Позвольте мне сделать два замечания в связи с Лаканом. Вы нападаете на его идею о «стадии зеркала, формирующей функцию Я» как на «догматическое представление о пра-психозе, изначальном и исходном психозе у ребенка, – представление, мотивы возникновения которого коренятся не в психоанализе, а в замаскированном католицизме, в сюрреализме и парафилософии». О Лакане ничуть не в меньшей степени, чем о Вас, можно сказать, что у него проявляется свободно скользящее, парящее по воздуху говорение, которое тоже чувствует себя обязанным хайдеггеровскому ощущению, что «говорится само собой», что «язык-доверительно-сказывает-нам-свою-сущность». Но, как мне представляется, решающее значение тут имеет то, что Лакану в его время пришлось преодолеть почти непреодолимое препятствие, чтобы пробиться к новому месту речи, – а именно то, что он назвал душевной болезнью западного человека, фикцией идентичности, верой в надежное и сохраняющее свою тождественность Я, принципиально живущее в мире с самим собой. В этом фетишизме идентичности взаимно отражаются друг в друге европейский этноцентризм, буржуазная идеология приспособления и невротическое отгораживание от Других. Напротив, Лакан конституирует Я как Я-Другого. Эта новая концепция, имеющая подрывное значение, обрела наиболее известное свое выражение в переворачивании фрейдовского правила «где было Оно, должно стать Я» и превращении его в тезис «где было Я, должно стать Оно». Столь смелая затея потребовала демифологизации когерентного, транспарентного, интегрального Я, – и Лакан счел очень своевременными и подходящими для этого определенные прорывы в психологии и эстетике того времени, а вдобавок – художественные откровения каких-нибудь Сальватора Дали или Ханса Беллмера – ведь там появляются изображения расколотого и разделенного на куски тела. И то, что у Вас называется диадической структурой, в лакановской формуле влечений (Begehren) уже определенным образом присутствует как желание Другого: это формула, которая открывает возможность мыслить диадами, симбиозами, резонансами, пронизывающей проникновенностью, сферами. Поэтому для меня вовсе не столь драматичны дистанции, разделяющие Фрейда и Лакана, с одной стороны, и Башляра и Махо, с другой.

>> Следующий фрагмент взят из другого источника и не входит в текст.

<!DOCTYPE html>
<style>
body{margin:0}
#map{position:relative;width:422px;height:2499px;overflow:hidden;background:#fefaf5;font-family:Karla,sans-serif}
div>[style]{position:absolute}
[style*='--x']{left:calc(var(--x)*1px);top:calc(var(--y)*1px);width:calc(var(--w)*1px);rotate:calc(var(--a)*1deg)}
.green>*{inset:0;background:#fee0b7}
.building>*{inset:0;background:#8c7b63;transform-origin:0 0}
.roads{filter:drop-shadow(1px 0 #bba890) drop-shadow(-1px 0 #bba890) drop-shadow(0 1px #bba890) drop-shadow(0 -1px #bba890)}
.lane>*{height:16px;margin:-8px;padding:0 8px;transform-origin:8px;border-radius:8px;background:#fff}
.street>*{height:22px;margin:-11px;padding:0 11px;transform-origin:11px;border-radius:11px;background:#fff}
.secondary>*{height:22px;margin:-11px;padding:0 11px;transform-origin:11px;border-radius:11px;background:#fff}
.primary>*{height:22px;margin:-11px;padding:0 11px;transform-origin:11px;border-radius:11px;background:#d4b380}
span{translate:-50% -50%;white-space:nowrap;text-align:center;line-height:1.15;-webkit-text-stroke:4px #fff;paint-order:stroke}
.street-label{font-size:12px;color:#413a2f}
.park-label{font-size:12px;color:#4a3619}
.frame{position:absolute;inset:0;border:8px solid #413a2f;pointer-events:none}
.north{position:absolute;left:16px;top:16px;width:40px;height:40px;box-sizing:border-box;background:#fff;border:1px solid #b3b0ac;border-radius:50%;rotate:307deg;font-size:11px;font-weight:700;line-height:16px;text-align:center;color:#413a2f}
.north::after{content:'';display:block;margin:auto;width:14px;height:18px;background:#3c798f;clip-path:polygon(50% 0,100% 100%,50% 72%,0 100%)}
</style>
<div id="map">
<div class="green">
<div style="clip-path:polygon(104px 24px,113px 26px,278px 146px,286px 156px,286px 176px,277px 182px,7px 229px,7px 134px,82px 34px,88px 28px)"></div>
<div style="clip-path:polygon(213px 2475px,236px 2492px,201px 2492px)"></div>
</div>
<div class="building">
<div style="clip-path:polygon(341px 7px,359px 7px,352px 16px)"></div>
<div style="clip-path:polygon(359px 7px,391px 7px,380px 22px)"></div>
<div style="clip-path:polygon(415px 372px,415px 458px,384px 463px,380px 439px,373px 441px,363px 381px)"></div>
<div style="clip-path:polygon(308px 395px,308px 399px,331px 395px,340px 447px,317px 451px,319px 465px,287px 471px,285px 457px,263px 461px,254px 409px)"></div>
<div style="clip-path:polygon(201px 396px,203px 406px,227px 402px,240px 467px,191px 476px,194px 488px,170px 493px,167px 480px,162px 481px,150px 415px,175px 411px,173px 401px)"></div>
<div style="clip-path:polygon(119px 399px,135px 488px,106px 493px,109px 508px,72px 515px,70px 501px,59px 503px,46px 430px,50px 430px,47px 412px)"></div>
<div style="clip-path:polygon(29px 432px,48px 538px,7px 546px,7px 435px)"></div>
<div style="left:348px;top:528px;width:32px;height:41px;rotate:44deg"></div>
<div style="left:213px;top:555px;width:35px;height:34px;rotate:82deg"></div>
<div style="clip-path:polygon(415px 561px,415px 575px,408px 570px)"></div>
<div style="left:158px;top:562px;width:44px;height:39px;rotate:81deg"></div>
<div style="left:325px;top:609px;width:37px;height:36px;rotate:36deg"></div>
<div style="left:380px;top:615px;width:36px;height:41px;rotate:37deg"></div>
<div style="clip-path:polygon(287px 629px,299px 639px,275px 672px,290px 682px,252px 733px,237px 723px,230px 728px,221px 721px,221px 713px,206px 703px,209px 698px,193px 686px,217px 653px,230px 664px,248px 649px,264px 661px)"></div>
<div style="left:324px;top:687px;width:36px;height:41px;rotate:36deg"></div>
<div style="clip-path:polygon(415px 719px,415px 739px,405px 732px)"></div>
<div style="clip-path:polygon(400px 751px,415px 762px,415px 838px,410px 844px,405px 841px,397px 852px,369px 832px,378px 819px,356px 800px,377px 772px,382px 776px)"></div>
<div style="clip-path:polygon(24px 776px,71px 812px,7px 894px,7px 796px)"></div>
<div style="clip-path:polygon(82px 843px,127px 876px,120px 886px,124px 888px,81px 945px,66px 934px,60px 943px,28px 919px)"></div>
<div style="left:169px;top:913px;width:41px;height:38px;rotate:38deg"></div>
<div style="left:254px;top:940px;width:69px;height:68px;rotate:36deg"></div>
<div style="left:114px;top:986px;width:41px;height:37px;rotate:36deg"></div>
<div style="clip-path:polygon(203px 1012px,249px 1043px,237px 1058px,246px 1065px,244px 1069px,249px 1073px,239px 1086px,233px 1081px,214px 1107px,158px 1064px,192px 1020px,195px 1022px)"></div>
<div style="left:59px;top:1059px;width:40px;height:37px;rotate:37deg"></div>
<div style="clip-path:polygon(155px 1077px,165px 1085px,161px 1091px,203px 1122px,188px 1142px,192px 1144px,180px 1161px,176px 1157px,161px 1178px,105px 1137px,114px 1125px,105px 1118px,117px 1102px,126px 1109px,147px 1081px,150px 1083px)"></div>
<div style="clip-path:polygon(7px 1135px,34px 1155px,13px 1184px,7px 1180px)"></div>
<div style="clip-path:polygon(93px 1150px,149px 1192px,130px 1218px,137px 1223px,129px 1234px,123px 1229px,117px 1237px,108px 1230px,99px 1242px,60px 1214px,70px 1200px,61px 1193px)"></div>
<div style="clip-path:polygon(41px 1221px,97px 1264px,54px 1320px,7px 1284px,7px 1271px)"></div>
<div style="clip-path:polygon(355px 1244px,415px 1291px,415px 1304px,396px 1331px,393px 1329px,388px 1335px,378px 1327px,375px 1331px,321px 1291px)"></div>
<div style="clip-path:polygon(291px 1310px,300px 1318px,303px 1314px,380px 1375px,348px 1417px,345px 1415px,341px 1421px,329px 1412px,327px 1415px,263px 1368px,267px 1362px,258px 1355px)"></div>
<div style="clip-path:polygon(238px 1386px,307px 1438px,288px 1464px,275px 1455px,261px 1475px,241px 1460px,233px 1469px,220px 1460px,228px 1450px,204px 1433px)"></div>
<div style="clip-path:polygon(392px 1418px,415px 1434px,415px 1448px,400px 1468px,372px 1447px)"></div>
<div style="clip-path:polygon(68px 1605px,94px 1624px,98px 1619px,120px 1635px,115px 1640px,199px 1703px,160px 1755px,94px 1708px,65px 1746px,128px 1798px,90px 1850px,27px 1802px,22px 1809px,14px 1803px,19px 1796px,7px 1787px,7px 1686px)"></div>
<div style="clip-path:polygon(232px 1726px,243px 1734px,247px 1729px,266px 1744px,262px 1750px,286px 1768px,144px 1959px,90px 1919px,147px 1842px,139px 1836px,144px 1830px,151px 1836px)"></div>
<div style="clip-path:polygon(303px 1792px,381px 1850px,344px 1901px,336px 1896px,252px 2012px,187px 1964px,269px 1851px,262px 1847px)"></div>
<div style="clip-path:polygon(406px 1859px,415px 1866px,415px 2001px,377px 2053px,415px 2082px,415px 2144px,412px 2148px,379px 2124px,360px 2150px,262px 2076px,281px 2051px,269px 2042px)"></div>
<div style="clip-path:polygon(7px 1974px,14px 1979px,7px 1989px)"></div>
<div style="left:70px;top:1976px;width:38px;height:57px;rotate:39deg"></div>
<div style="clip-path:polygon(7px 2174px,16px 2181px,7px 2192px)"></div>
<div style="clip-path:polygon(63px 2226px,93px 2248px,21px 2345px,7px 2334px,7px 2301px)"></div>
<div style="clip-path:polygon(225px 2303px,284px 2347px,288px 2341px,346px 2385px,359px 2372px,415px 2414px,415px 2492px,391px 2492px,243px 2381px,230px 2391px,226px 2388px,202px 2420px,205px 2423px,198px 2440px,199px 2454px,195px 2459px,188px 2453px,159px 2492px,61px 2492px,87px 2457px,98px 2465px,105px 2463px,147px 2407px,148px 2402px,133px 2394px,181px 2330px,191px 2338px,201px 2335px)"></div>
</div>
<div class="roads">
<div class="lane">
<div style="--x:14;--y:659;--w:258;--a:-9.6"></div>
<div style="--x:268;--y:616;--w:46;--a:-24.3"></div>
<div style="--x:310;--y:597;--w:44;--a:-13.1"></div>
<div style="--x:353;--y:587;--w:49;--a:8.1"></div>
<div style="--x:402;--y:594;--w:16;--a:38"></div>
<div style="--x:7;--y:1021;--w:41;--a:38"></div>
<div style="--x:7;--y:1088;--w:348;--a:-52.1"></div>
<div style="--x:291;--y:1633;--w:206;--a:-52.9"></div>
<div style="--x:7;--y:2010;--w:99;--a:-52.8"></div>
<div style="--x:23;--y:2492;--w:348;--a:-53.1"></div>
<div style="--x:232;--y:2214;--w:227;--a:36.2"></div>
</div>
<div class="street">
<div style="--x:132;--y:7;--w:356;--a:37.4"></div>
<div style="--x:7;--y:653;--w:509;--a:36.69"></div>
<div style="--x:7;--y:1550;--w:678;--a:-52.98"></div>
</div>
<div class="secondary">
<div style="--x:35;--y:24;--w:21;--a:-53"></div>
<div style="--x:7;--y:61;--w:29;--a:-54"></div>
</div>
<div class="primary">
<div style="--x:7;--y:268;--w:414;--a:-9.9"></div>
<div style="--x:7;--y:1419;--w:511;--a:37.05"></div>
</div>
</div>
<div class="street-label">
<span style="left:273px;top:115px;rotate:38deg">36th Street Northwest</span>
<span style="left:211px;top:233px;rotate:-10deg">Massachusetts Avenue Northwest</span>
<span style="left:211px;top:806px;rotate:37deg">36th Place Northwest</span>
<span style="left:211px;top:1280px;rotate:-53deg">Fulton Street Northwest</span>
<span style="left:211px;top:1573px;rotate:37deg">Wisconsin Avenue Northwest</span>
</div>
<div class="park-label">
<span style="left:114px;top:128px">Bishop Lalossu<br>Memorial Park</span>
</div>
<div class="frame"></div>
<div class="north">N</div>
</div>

П. С.: Это, пожалуй, верно подмечено. Моя реальная близость к тому, что говорит Лакан, очень велика, а еще большее родство – в процедурах. На мой взгляд, Лакан всегда гораздо больше прав в том, что он делает, чем в том, что он говорит. Он, кажется, постоянно желает напоминать о том, что истина проявляется в перформансе, а не в высказываемых тезисах. Поэтому с его учением не справится тот, кто пожелает с бухгалтерской дотошностью выяснить, что именно было сказано. Лакан по большей части отнюдь не способствует тому, чтобы сложилось ясное представление о нем и чтобы все прекрасно улеглось в голове. Его никогда нельзя понять настолько, чтобы встроить в собственную систему мнений, – только после его смерти возник довольно таки отталкивающий эффект: так называемые ученики, прикрываясь его именем, занимают посты, ведут колонки – и всегда претендуют на доскональное знание того, чтó именно он думал и чтó именно подразумевал.
Проблемы с Лаканом для меня начинаются там, где он отдает дань культу Фрейда, шумихе вокруг медицины, идеологии командира в белом халате, как они были свойственны XIX веку, и тогда, когда он подпадает под власть клинической догмы, в соответствии с которой психическое надо исследовать, идя от патологии.
Г. – Ю. Х.: Он, как-никак, был психиатром.
П. С.: К сожалению, он был психиатром. Но, выступая в качестве психотерапевта, не следует быть врачом – надо быть предпринимателем. А вдобавок, вероятно, и специалистом по рекламе или драматургом; во всяком случае, приходится заниматься профессией, в которой суть дела заключается в том, как ты говоришь с людьми – как обращаешься к ним, как ожидаешь ответа, как откликаешься, как вызываешь на разговор, как сдерживаешь себя в каком-то проекте, предоставляя свободу другим. Медиализация психологии – это путь в тупик, культурная катастрофа.